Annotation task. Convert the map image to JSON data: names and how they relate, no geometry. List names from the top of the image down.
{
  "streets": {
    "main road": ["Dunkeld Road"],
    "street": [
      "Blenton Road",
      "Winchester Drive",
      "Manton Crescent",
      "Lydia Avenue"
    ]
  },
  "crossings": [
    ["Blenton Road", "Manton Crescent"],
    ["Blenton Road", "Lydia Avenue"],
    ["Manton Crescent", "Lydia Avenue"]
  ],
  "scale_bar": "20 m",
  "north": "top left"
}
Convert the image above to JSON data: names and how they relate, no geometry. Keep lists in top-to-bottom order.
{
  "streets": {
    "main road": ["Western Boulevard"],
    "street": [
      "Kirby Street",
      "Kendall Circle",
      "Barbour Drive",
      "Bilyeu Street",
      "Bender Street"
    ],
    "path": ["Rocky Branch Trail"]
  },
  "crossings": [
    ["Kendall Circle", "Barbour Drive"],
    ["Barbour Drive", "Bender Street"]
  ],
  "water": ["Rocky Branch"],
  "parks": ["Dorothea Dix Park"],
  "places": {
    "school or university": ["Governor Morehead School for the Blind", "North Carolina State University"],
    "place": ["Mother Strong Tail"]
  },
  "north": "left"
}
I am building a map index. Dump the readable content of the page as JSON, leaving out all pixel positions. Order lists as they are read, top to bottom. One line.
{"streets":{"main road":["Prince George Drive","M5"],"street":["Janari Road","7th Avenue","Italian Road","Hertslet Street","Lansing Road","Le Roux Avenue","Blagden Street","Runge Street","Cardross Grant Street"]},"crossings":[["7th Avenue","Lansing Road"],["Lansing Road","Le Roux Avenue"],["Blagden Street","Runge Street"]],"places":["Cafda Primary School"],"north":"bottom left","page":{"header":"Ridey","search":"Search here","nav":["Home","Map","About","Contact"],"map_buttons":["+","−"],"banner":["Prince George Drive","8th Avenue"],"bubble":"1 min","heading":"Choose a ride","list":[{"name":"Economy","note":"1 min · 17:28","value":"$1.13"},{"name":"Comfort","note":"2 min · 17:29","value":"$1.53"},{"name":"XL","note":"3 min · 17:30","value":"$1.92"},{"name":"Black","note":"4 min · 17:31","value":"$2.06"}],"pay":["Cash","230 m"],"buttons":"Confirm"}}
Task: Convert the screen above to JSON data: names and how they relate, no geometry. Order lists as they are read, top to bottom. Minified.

*Problem requirements*.
Transcribe every entry exactly as it reads.

*Exercise result*.
Annotation task. Convert the map image to JSON data: names and how they relate, no geometry. List names from the top of the image down.
{
  "streets": {
    "main road": ["Dunkeld Road"],
    "street": [
      "Blenton Road",
      "Winchester Drive",
      "Manton Crescent",
      "Lydia Avenue"
    ]
  },
  "crossings": [
    ["Blenton Road", "Manton Crescent"],
    ["Blenton Road", "Lydia Avenue"],
    ["Manton Crescent", "Lydia Avenue"]
  ],
  "scale_bar": "20 m",
  "north": "top left"
}
Convert the image above to JSON data: names and how they relate, no geometry. Keep lists in top-to-bottom order.
{
  "streets": {
    "main road": ["Western Boulevard"],
    "street": [
      "Kirby Street",
      "Kendall Circle",
      "Barbour Drive",
      "Bilyeu Street",
      "Bender Street"
    ],
    "path": ["Rocky Branch Trail"]
  },
  "crossings": [
    ["Kendall Circle", "Barbour Drive"],
    ["Barbour Drive", "Bender Street"]
  ],
  "water": ["Rocky Branch"],
  "parks": ["Dorothea Dix Park"],
  "places": {
    "school or university": ["Governor Morehead School for the Blind", "North Carolina State University"],
    "place": ["Mother Strong Tail"]
  },
  "north": "left"
}
I am building a map index. Dump the readable content of the page as JSON, leaving out all pixel positions. Order lists as they are read, top to bottom. One line.
{"streets":{"main road":["Prince George Drive","M5"],"street":["Janari Road","7th Avenue","Italian Road","Hertslet Street","Lansing Road","Le Roux Avenue","Blagden Street","Runge Street","Cardross Grant Street"]},"crossings":[["7th Avenue","Lansing Road"],["Lansing Road","Le Roux Avenue"],["Blagden Street","Runge Street"]],"places":["Cafda Primary School"],"north":"bottom left","page":{"header":"Ridey","search":"Search here","nav":["Home","Map","About","Contact"],"map_buttons":["+","−"],"banner":["Prince George Drive","8th Avenue"],"bubble":"1 min","heading":"Choose a ride","list":[{"name":"Economy","note":"1 min · 17:28","value":"$1.13"},{"name":"Comfort","note":"2 min · 17:29","value":"$1.53"},{"name":"XL","note":"3 min · 17:30","value":"$1.92"},{"name":"Black","note":"4 min · 17:31","value":"$2.06"}],"pay":["Cash","230 m"],"buttons":"Confirm"}}
Task: Convert the screen above to JSON data: names and how they relate, no geometry. Order lists as they are read, top to bottom. Minified.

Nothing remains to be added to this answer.